Wow. Its weird…let me
explain: I have a very poor body
image but sometimes I forget. I am
embarrassed by my own reflection….I’m heavier than I’ve ever been. I avoid pictures. I do not attend social events where I
have to meet new people. I over
analyze my fat rolls and my stretch marks. But there are some instances in my life (which includes
daily instances) where I forget all that.
Its usually when I do something I’m confident in, like teaching or being
with my best friends. It isn’t
until I glace at a yearbook or see pictures from a girl’s weekend that I
realize just how far I’ve let myself go.
The challenge always presents itself the same way. I am constantly comparing myself, “Am I
as heavy as her? Wow, that girl
has a body I’ll never have!” My
triumphs are all associated with weight loss. In 2003-2004, I lost a chunk of weight and felt good again
about myself. I wanted to be in
pictures, I wanted to go out.
I am a very social hermit. I know, it makes no sense but is so true. I am at ease at my job, places with my
friends and with my partner….but please don’t’ ask me to go to a party with
young, new people.
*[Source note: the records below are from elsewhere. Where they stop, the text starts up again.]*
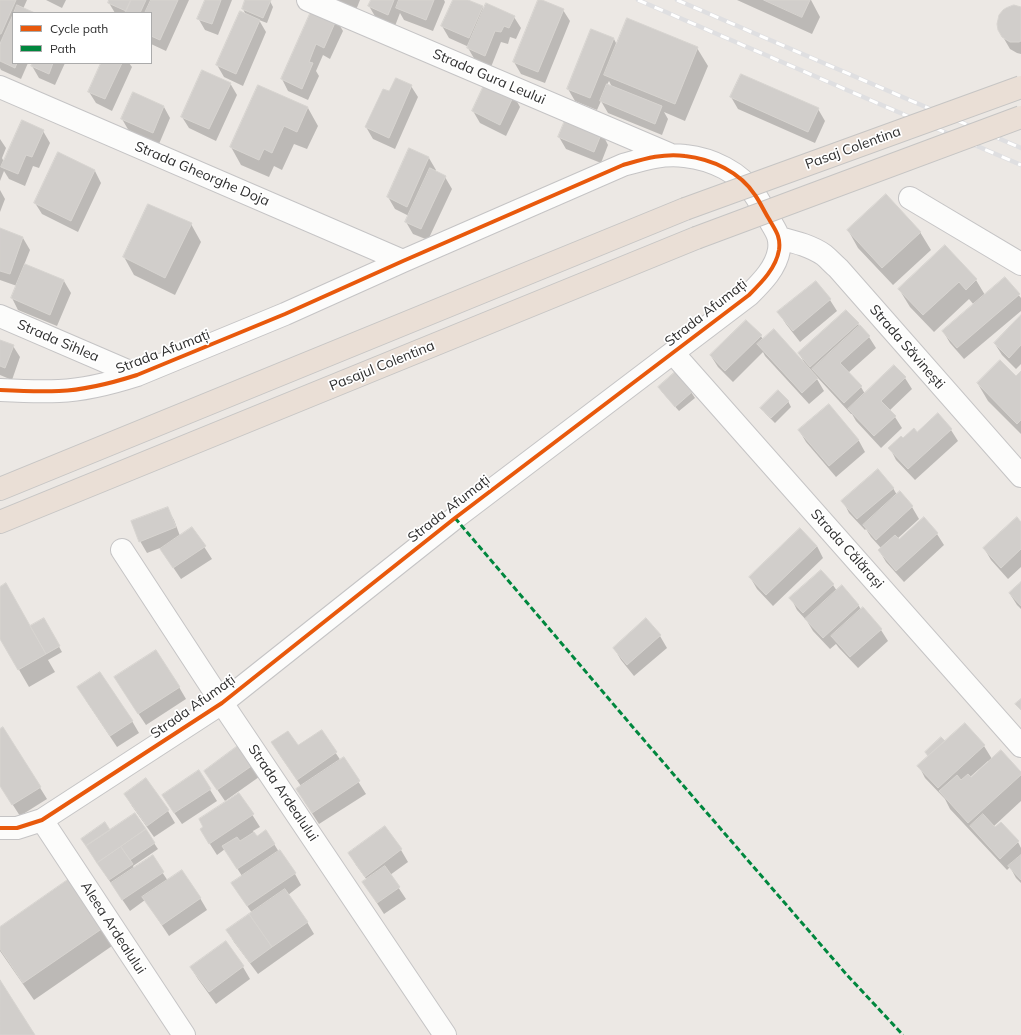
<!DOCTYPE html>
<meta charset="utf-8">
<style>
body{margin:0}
#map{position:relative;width:1021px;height:1035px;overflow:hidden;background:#ece8e4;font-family:Mulish,sans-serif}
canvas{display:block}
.legend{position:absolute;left:12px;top:12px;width:140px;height:52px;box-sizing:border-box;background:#fff;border:1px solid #ababab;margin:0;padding:5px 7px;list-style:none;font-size:12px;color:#2e2e2e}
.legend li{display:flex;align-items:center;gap:8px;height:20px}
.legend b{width:20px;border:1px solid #ababab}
</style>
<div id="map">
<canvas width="1021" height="1035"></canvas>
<ul class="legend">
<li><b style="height:5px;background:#e8590c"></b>Cycle path</li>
<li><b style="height:5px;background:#00873e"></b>Path</li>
</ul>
</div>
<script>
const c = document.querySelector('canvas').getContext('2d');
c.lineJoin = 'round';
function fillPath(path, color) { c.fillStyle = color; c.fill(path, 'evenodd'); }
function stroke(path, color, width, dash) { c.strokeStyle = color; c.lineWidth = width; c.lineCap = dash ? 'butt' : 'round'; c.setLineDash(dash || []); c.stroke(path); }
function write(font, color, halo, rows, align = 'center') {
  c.font = font + ' Mulish,sans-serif'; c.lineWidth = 3.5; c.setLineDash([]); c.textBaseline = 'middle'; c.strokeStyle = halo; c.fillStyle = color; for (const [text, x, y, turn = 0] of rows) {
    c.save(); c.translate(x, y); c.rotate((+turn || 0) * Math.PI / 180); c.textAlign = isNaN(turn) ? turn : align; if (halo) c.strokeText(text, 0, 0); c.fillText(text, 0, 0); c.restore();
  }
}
fillPath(new Path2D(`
 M0 0H27L23 9 32 13H13V63H28L21 79 1 70 0 68V46L2 43 0 42Z
 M46 0H66L62 8Z
 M111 0H189L166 51 151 44V13H115L109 3Z
 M206 0H232L218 35 205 30 198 18Z
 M246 0H267L270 1 273 7 267 23 259 20 266 32 243 86 224 77 217 65 246 15 243 9Z
 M333 0H360L354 15Z
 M372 0H444L445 2 433 31 404 20 400 13 395 26 376 18 369 6Z
 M454 0H465L482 7 484 10 514 17 521 28 516 39 510 37 508 44 501 42 491 67 475 60 468 48 469 47 449 38 442 26Z
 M539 0 563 10 570 21 545 83 521 74 514 62Z
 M737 0H811L820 17 812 34Z
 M1021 8V54L1017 53 1010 49 999 30Z
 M313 9 336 19 343 31 330 59 323 55 316 71 319 76 308 100 288 91 282 79Z
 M591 30 614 39 617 45 697 48 708 66 685 121 664 112 668 119 662 135 608 113 601 101 597 110 575 101 568 89ZM609 81 612 87 607 85Z
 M34 63H65L55 85 39 78 32 66Z
 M102 63H129L132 67 112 111 96 103 89 92Z
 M230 83 237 95 216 141 189 128 182 117Z
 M259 86 308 108 318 126 307 149 294 144 282 170 274 166 269 177 241 165 231 147Z
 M411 86 418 97 395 149 373 139 366 127 390 93Z
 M514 96 520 107 506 136 480 123 473 111Z
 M731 97 818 109 825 121 815 143 738 109Z
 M164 107 170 118 159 144 129 131 122 119Z
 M43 131 50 143 39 168 33 166 25 186 9 179 4 171 0 181V139L6 148 2 158 4 162Z
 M602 133 608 145 601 163 566 149 559 137Z
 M410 150 429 158 436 170 435 172 445 177 452 189 428 240 413 234 406 222 409 216 395 209 388 197Z
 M59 154 95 171 101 183 78 232 42 214 35 203Z
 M0 190 5 199 0 212Z
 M191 224 201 242 175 295 134 275 124 257Z
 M0 229 23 238 30 250 24 265 64 281 71 293 57 326 18 310 12 298 17 286 0 280Z
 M848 230 920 232 931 250 893 285 858 248Z
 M945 247 976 280 985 295 1005 278 1021 298V311L964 359 950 343 943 331 974 305 969 299 934 332 910 307 899 289Z
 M830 300 837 311 800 342 786 324 779 313Z
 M1021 316V364L1016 369 1002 355 995 344Z
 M858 324 869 337 876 348 848 373 861 387 865 394 905 378 912 389 889 411 895 417 902 428 881 448 856 421 852 414H851L818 378 817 379 824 391 809 404 765 356 763 352 733 382 718 367 711 356 761 336 763 340 805 364 799 353Z
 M0 341 13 346 20 357 12 380 0 375Z
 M1021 372V434L988 401 978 384 1016 377Z
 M659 387 691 392 695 398 679 411 662 392Z
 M788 401 791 407 775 423 765 413 762 408Z
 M829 405 859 441 865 452 836 477 806 442 799 430Z
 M951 430 958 441 915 480 896 460 890 448 903 440Z
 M893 488 897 495 899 493 912 507 919 519 897 539 899 541 937 534 944 545 904 582 886 562 879 550 881 548 871 537 866 529 865 530 849 513 843 501Z
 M167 508 174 520 180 536 192 528 212 559 181 579 160 548 147 553 140 541Z
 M1021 523V567L1008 579 991 560 984 548Z
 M817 546 823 558 773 606 757 589 750 577Z
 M1021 584V609L1017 605 1010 594Z
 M833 585 837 591 842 587 859 606 861 610 881 630 888 641 858 668 839 648 836 644 830 649 813 631 807 621 797 610 791 598Z
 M0 588 30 627 44 620 62 652 48 660 55 672 29 687 0 637Z
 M660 636 667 648 634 676 621 660 614 648Z
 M179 687 186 699 146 725 122 689Z
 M85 699 132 721 139 733 117 747Z
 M965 724 984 746 992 759 1021 773V801L994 826 1018 842 1021 848V883L1016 878 1010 867 1007 870 950 809 945 799 925 778 919 766 929 757 926 752 945 742ZM988 761 989 762 971 779 970 777Z
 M3 728 47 799 20 816 0 785V730Z
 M321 731 341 761 344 759 366 794 319 824 304 801 301 786 279 754 273 743 298 747Z
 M239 747 259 777 225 801 212 782 205 771Z
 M199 772 217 801 182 824 170 807Z
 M146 780 168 811 175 823 154 837 132 806 125 794Z
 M239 794 260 827 253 831 256 837 266 831 279 852 295 874 301 885 288 895 307 922 314 934 258 974 234 942 227 930 252 913 239 894 242 876 225 849 217 855 208 841Z
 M135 815 158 849 133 866 134 868 152 857 168 881 200 898 207 910 169 936 145 900 130 911 94 858 110 831Z
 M385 827 401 850 408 862 390 875 406 899 384 914 371 894 364 883 367 880 356 865 349 853Z
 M68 880 112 946 34 1000 0 951V928Z
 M225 943 243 967 250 979 216 1004 198 979 191 968Z`), '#0003');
const building = new Path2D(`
 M0 0H16L1 34H0Z
 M109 0H131L126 11 108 3Z
 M131 0H146L140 13H125Z
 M151 0H178L160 40 151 36V13H145Z
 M205 0H221L212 24 197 19Z
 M245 0H271L263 18 242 9Z
 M371 0H394L388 15 368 6Z
 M399 0H434L426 20 396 8Z
 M453 0H468L483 6 469 38 441 26Z
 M538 0H542L564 9 538 72 513 62Z
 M764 0H810L802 17Z
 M486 3 515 16 509 28 504 26 501 32 495 31 485 56 467 48Z
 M17 5 35 13H14Z
 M1014 5 1021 7V41L1019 42H1010L1002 37 998 30 997 24 999 15 1003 10 1006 8Z
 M313 7 337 18 324 48 316 44 309 62 313 63 302 89 281 79Z
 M240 11 260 20 236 74 216 65Z
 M13 15V63H17L15 68 0 61V44Z
 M627 18 698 47 675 104 604 75Z
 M591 29 614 38 590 98 567 89Z
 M33 63H53L49 74 31 66Z
 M101 63H122L105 99 88 92Z
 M202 70 231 83 209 129 181 117Z
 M741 74 819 108 808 132 730 97Z
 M396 78 412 85 389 138 365 127 383 89 389 91Z
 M486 81 514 95 500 125 472 111Z
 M607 84 662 106 655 124 600 101Z
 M258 85 308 107 297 132 284 126 272 153 264 149 259 160 230 147Z
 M133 92 164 106 153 133 121 119Z
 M566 118 602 132 594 152 558 137Z
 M22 120 44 130 32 157 26 155 18 174 1 167Z
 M409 148 429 157 407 207 387 197Z
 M58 152 95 170 71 221 34 203Z
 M430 168 446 176 421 229 405 222Z
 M886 194 921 232 882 268 847 230Z
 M148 204 192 223 165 278 123 257Z
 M0 228 23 237 10 274 0 271Z
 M945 245 977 279 966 290 959 282 923 315 898 289Z
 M25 264 64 280 50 315 11 298Z
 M1005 277 1020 294 957 348 942 331Z
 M816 281 831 299 793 331 777 312Z
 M846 310 859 323 810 367 798 353Z
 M1021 315V345L1009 358 994 343Z
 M746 320 762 335 725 371 710 355Z
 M860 325 870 336 840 363 862 386 844 403 812 369Z
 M774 329 818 378 802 393 757 344Z
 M0 340 14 345 5 368 0 366Z
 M1000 360 1016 376 1021 371V420L1017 424 977 383Z
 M894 365 906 377 881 401 896 416 874 436 848 409Z
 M675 372 692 392 675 407 658 387Z
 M778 390 789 401 771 418 760 408Z
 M829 404 859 440 829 466 798 430Z
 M938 413 952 429 908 469 888 448 901 436 903 438 914 428 917 432Z
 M878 469 894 488 857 519 841 501Z
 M900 491 913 506 876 540 863 525Z
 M168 507 176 527 139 542 131 521Z
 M924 517 938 533 896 571 878 550 895 535 899 539Z
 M1017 517 1021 522V549L1001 568 983 548Z
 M192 527 206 546 173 568 160 549Z
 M800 528 817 546 766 595 749 577Z
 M821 570 834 584 803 613 789 598Z
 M1021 582V606L1009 593Z
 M6 583 46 654 18 670 0 639V587Z
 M842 585 859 605 823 638 805 619Z
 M863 607 882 629 850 657 831 636Z
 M44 618 60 646 46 654 30 626Z
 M646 618 661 635 627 665 613 648Z
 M156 650 180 687 138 714 114 677Z
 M100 672 133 721 110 736 77 687Z
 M1021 699V710L1015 704Z
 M965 723 985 745 938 788 917 766Z
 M3 727 41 787 12 805 0 786V729Z
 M322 730 337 752 297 780 271 742 288 731 298 745Z
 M941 737 945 741 928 756 925 752Z
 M239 745 253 765 217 790 204 771Z
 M1001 750 1021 772V775L968 823 939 791 957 775 961 780 968 774 971 777Z
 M344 757 360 781 312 813 296 789Z
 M199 770 211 789 174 813 162 795Z
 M146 778 169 810 147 826 124 794Z
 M239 793 254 814 209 844 200 829 203 827 199 819Z
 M135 813 146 829 97 863 86 846Z
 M983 814 995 827 1001 822 1019 841 1000 859 970 826Z
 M105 822 110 830 86 846 81 839Z
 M385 826 402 849 365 877 348 853Z
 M146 829 155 843 130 860 121 847Z
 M266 830 275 844 237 869 222 846 237 837 240 841 254 832 257 836Z
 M121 847 133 864 109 880 97 863Z
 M280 850 296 873 247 906 231 883Z
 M153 855 164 872 122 900 111 883Z
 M1021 855V880L1008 866Z
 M385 866 400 887 377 903 362 882Z
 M182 870 201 898 162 925 142 897Z
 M69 879 103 928 23 983 0 949V927Z
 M285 889 308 922 272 947 249 914Z
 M249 914 272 947 250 963 226 930Z
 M226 941 244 966 209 992 190 967Z
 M0 980 35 1035H0Z`);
fillPath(building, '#d1cecb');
stroke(building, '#d7d4d0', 1);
const street = new Path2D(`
 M308 0 669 154
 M0 87 403 261
 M910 198 1021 264
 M780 238C795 242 811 246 824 255 829 259 833 264 838 268L1021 476
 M0 316 137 375
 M673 353 1021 746
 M0 390C19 391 39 392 59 391 85 390 112 383 137 375L285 314 403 261 623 165C644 159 663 153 685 156 712 159 740 172 755 195 760 202 764 211 769 219 775 230 781 236 779 250 776 268 762 282 749 295L455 518 222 703 42 820 17 828H0
 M122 550 222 703 445 1035
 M42 820 184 1035`);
const highway = new Path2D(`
 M0 489 685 209
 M0 522 696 238`);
stroke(street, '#c5c4c5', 24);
stroke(highway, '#c6c5c4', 24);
stroke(street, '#fcfcfb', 22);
stroke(highway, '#eadfd6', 22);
const rail = new Path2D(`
 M638 0 1021 165
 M677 0 1021 148`);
stroke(rail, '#dfdfe1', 4.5);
stroke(rail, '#fff', 3, [9]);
const highwayBridge = new Path2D(`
 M685 209 1021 87
 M696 238 1021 117`);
stroke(highwayBridge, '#c6c5c4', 24, []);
stroke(highwayBridge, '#eadfd6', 22);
stroke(new Path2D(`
 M455 518 637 732 847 975 903 1035`), '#00873e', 3, [6, 3]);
stroke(new Path2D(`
 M0 390C19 391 39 392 59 391 85 390 112 383 137 375L285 314 403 261 623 165C644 159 663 153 685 156 712 159 740 172 755 195 760 202 764 211 769 219 775 230 781 236 779 250 776 268 762 282 749 295L455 518 222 703 42 820 17 828H0`), '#e8590c', 4);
write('14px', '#2e2e2e', '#fff', [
 ["Strada Gura Leului",489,77,23],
 ["Pasaj Colentina",853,148,-20],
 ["Strada Gheorghe Doja",202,174,23],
 ["Strada Afumați",706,313,-38],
 ["Strada Sihlea",58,341,23],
 ["Strada Săvinești",907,347,49],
 ["Strada Afumați",163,352,-21],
 ["Pasajul Colentina",382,366,-22],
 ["Strada Afumați",449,509,-38],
 ["Strada Călărași",847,549,48],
 ["Strada Afumați",193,707,-35],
 ["Strada Ardealului",283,793,56],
 ["Aleea Ardealului",113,928,57]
]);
</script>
Don’t ask me to
go out dancing or to a bar. My
fear of rejection is suffocating….people can be very drawn into me because of
my humor, or my intelligence but in most social situations…that s not the
focus.
I’ve always been “the fat one” even when I wasn’t. At 140 in high school, I was
chunky. I’ve always been
able to compensate…however, in that period of time where I was down in my
weight in 03/04 I was so alive. My
pictures show me practically glowing.
I’ve lost that girl somewhere in the fat folds of my face and body. I want her back.